The fact is that most of the things that MRAs complain about are the result of having social/structural power - having access to more sectors of employment, being recognized as a full citizen and person, having high expectations, being in leadership positions, being encouraged to develop and use their physical strength, etc. The fact that there are downsides to one's social position does not mean that those in less privileged positions are conspiring against you. Nor does putting up with those downsides mean that you have earned your privilege and that you deserve it more than anyone else.
An illustrative analogy: If you've seen The King's Speech, then you know that George VI faced some challenges in life. He had stresses and responsibilities that were unique to his position, that in fact likely shortened his life considerably. But the fact that his social position contributed to his early death at 52 does not mean that he was less privileged than a factory worker of that period who lived to 92. He was still the freaking king. Nor does the fact that he performed well as king mean that he deserved to be king more than a factory worker - his position was still an accident of birth.
The point: Everyone has to deal with the shit that comes along with their position in society. Having to deal with shit is not the same thing as being a member of a marginalized group.
MRAs talk about the downsides and upsides of gendered social positions. When they hear that women are expected to do more unpaid labour in the home, they find an upside to it - you get to spend more time with your kids! - and then turn the focus on the downsides of being the primary earner in a family - more stress and less family time! But every social position has downsides and upsides if you look for them. What matters is the relative power between social positions.
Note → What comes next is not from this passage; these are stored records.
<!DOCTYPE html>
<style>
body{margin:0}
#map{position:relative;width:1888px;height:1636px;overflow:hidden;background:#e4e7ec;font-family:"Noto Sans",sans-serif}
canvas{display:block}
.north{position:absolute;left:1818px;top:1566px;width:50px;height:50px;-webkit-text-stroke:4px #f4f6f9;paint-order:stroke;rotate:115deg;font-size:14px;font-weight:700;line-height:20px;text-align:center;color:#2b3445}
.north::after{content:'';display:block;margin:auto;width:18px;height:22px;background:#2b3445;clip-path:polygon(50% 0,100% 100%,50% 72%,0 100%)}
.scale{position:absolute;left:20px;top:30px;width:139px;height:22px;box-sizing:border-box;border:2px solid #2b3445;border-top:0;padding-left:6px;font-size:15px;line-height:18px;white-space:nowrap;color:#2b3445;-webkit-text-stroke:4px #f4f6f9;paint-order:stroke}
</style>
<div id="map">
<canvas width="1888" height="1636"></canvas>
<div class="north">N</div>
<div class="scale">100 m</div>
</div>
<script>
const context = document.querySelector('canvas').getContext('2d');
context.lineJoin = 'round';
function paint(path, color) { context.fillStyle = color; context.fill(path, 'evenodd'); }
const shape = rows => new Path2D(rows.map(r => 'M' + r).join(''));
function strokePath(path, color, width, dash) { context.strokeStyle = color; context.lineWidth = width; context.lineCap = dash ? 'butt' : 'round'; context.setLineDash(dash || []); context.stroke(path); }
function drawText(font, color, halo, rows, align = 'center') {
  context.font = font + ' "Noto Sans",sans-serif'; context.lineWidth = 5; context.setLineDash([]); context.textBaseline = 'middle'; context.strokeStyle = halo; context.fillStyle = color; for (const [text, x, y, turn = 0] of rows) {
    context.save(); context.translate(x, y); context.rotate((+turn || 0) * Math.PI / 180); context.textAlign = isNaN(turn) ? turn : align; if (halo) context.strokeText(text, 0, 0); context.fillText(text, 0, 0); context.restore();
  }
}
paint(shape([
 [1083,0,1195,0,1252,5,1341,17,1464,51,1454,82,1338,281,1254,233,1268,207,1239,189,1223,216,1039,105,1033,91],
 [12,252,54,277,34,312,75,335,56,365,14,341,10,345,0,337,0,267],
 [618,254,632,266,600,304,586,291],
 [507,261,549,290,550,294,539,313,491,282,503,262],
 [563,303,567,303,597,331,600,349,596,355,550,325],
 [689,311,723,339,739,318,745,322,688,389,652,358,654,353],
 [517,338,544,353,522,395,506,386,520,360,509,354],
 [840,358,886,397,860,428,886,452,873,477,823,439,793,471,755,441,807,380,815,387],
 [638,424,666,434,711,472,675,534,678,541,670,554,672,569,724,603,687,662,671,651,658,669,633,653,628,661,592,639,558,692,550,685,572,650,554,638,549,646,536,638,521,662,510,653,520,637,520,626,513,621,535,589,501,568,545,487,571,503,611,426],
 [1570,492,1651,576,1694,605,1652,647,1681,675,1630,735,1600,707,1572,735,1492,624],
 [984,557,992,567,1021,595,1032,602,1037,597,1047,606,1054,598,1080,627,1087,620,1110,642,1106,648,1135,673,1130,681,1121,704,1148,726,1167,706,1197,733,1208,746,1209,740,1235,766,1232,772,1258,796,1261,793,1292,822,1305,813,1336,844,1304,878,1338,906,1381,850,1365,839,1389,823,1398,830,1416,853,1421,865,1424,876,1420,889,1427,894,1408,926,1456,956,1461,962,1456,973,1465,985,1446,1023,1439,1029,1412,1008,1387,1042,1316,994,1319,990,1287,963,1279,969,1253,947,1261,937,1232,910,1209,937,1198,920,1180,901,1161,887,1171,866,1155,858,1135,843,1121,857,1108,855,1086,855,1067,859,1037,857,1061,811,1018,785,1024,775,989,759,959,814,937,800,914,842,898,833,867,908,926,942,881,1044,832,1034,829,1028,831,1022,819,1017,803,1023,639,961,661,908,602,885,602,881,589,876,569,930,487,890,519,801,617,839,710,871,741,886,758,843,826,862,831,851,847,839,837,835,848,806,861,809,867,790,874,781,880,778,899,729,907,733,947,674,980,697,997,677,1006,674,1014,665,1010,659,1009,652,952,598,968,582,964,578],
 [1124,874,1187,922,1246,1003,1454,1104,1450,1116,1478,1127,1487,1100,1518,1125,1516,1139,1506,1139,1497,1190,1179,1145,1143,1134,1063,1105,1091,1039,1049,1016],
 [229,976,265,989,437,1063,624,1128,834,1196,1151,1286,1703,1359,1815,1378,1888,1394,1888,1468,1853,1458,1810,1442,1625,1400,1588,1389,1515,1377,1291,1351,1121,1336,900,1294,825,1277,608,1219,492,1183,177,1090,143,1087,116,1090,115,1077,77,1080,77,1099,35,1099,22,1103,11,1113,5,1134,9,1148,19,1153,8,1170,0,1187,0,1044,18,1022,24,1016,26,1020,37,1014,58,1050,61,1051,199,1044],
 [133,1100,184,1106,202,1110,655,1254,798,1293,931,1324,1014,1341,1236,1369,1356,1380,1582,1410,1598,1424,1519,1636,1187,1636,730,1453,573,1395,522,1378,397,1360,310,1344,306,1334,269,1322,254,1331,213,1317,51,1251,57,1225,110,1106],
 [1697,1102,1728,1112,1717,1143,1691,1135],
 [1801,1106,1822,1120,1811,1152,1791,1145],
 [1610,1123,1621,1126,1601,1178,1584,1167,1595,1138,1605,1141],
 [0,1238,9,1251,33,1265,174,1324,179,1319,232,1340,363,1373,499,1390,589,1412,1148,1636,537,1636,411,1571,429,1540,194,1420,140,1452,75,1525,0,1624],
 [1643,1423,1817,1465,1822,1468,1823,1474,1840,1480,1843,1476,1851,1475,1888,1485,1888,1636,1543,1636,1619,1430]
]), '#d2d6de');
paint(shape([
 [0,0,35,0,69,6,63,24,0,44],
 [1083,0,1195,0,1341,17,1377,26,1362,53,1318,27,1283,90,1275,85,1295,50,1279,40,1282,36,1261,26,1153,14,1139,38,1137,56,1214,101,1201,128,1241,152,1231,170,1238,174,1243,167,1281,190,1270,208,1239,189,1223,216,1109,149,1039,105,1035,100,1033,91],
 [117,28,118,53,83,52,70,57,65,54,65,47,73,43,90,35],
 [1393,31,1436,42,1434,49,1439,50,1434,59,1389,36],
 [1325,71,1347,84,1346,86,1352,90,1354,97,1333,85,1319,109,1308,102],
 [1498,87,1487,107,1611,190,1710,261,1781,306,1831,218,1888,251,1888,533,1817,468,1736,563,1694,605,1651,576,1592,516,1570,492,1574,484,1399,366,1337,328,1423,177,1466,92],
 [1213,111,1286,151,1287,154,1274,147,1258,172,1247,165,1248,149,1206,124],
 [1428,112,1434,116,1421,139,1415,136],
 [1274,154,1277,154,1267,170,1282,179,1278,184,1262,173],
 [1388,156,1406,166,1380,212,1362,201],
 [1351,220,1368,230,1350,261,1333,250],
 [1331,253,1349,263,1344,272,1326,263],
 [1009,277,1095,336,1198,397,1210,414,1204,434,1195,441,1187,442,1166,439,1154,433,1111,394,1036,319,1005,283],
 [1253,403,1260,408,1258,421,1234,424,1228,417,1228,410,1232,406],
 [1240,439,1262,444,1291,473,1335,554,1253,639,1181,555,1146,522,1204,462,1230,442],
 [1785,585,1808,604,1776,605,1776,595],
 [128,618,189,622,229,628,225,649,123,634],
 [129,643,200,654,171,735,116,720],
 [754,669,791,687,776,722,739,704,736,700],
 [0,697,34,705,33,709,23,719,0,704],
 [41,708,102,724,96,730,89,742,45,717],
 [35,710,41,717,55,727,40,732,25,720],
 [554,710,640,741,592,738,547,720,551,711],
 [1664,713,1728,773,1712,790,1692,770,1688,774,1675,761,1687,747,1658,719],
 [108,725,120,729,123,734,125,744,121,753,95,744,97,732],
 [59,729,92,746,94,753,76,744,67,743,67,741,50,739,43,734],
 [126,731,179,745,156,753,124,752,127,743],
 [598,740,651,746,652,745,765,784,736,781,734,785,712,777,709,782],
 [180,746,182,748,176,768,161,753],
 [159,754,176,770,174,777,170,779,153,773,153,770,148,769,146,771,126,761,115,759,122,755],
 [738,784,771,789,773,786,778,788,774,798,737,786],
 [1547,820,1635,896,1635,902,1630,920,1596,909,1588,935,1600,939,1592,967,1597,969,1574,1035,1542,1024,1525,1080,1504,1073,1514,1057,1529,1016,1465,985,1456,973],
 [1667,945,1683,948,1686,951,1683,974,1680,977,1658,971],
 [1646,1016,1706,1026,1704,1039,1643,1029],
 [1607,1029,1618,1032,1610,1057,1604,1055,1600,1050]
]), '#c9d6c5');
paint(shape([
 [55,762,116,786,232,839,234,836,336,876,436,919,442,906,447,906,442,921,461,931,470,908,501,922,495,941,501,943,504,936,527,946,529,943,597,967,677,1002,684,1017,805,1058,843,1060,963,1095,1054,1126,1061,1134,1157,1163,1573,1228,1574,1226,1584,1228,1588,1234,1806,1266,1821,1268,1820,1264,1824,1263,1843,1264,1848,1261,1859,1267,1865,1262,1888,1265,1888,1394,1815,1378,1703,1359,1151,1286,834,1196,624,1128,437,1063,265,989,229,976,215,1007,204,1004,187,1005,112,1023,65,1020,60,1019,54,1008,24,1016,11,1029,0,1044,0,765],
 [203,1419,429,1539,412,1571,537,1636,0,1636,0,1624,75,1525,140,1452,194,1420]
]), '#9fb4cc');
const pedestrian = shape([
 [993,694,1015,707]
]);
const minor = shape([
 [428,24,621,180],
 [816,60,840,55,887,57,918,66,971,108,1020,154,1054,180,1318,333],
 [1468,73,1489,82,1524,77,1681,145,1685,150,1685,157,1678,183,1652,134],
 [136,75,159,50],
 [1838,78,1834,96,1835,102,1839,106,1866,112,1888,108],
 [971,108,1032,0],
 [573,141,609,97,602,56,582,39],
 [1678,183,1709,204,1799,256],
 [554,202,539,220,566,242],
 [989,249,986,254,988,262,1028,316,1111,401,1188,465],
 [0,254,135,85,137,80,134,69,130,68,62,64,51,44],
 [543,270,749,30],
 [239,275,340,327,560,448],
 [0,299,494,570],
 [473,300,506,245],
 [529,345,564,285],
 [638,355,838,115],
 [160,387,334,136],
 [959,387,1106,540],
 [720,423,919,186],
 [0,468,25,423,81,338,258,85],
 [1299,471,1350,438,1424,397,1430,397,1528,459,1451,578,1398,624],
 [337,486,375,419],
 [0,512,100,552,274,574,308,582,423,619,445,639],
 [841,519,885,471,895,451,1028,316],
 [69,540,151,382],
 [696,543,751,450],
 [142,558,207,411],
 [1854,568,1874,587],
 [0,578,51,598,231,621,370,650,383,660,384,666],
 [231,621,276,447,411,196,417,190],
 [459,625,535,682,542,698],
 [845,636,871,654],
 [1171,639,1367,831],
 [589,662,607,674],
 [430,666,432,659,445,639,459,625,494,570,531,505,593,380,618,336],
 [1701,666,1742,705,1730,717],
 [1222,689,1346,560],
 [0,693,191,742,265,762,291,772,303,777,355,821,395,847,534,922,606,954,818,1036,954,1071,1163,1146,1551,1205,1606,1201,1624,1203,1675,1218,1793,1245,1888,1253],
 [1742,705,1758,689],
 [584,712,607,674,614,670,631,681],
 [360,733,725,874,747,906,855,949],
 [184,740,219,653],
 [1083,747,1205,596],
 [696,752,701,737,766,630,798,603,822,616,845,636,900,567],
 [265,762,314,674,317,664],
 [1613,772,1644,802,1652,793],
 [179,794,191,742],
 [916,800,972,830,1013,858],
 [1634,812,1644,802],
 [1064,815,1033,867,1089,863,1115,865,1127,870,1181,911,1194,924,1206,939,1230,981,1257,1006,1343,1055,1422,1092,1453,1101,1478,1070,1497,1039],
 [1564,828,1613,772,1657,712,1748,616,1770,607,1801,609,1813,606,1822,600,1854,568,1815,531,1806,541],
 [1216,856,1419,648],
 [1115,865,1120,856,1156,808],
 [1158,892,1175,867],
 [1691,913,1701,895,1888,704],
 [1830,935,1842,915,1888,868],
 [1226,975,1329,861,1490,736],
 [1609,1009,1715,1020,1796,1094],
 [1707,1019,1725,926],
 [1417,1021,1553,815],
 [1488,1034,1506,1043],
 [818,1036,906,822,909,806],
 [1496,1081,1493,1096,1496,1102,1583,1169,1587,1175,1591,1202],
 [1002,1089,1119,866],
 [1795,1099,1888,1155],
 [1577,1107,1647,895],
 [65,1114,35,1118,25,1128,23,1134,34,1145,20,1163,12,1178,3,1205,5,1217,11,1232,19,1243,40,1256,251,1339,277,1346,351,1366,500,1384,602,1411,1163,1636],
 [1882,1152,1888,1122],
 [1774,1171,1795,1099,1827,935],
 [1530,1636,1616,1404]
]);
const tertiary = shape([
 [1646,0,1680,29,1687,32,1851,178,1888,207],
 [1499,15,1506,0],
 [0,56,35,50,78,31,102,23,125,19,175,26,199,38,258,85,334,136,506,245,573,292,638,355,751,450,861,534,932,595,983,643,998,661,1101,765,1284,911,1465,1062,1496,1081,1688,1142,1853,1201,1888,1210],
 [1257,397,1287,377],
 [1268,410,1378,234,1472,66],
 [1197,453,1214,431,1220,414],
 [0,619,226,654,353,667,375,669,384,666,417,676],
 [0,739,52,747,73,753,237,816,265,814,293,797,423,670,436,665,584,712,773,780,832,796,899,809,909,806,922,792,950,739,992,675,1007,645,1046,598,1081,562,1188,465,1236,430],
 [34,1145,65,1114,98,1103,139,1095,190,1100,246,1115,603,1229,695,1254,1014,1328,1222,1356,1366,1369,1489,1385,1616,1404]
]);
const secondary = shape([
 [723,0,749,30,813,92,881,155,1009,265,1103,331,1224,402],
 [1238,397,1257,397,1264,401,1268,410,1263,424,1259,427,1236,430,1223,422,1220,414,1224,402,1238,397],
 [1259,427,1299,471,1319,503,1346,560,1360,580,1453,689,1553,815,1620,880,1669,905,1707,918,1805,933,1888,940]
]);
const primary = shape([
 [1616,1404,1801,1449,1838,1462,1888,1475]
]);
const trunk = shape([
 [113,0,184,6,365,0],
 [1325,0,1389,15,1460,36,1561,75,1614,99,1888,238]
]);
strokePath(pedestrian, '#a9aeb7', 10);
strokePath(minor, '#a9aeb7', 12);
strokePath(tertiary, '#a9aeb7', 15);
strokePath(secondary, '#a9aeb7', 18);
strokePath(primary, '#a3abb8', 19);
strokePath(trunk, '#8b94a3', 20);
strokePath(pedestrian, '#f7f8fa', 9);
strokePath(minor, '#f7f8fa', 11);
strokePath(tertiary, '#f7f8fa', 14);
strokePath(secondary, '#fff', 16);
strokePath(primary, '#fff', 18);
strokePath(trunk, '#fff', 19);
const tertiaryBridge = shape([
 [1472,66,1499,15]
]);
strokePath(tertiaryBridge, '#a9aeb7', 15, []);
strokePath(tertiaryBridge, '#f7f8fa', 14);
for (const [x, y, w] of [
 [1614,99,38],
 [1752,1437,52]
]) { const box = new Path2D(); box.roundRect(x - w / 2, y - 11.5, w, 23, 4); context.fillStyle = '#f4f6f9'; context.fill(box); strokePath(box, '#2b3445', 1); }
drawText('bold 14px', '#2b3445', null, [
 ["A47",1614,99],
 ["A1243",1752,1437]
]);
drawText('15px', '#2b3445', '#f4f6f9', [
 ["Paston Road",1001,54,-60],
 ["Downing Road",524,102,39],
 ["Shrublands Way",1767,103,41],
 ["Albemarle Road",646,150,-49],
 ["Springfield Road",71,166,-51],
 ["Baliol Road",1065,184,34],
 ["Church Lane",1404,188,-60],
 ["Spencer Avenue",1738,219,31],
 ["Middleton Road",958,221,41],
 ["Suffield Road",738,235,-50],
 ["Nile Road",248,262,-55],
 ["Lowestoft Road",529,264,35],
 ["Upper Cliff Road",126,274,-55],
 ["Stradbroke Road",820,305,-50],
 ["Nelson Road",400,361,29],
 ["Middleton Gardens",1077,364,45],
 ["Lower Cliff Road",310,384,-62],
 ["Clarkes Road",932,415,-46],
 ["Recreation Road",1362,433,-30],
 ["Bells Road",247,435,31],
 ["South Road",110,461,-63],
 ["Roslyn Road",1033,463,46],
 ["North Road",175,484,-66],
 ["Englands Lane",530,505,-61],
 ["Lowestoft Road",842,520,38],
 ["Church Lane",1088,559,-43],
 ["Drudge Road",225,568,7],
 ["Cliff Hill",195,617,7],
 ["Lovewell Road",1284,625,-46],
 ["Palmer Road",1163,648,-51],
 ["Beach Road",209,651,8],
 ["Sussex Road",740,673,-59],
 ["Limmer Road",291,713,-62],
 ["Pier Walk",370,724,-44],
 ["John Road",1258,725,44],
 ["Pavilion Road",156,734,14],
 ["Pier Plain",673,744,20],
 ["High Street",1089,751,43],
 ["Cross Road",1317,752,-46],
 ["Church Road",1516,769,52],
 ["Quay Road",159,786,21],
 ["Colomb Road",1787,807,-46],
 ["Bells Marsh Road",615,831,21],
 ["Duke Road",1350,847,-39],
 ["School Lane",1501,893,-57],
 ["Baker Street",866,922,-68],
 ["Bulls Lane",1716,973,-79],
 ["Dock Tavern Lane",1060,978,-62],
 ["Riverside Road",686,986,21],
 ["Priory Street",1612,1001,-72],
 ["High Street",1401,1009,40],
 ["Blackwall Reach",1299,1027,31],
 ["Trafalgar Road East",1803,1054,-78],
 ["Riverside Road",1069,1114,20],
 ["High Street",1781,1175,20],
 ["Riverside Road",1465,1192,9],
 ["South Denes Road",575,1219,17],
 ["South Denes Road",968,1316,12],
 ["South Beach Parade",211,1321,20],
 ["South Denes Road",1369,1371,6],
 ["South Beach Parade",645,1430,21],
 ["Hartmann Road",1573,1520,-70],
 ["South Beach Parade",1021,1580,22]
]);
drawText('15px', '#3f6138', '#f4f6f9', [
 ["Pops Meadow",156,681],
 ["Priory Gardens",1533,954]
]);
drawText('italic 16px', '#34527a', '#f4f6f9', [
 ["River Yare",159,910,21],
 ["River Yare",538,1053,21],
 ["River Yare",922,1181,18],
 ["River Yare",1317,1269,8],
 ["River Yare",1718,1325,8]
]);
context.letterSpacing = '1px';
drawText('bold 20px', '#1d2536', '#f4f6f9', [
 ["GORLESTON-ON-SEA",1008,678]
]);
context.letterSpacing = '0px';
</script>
Having to do more unpaid labour at home often results in one having lower earning capacity, and hence being financially dependent - that is, having less power. It results in one's activities being restricted to the private sphere, having less of a public presence, and hence having less of a political voice - that is, having less power.
Equalizing power means equally sharing the burdens that go along with that power, as well as the burdens of powerlessness. So, yeah, feminists want that.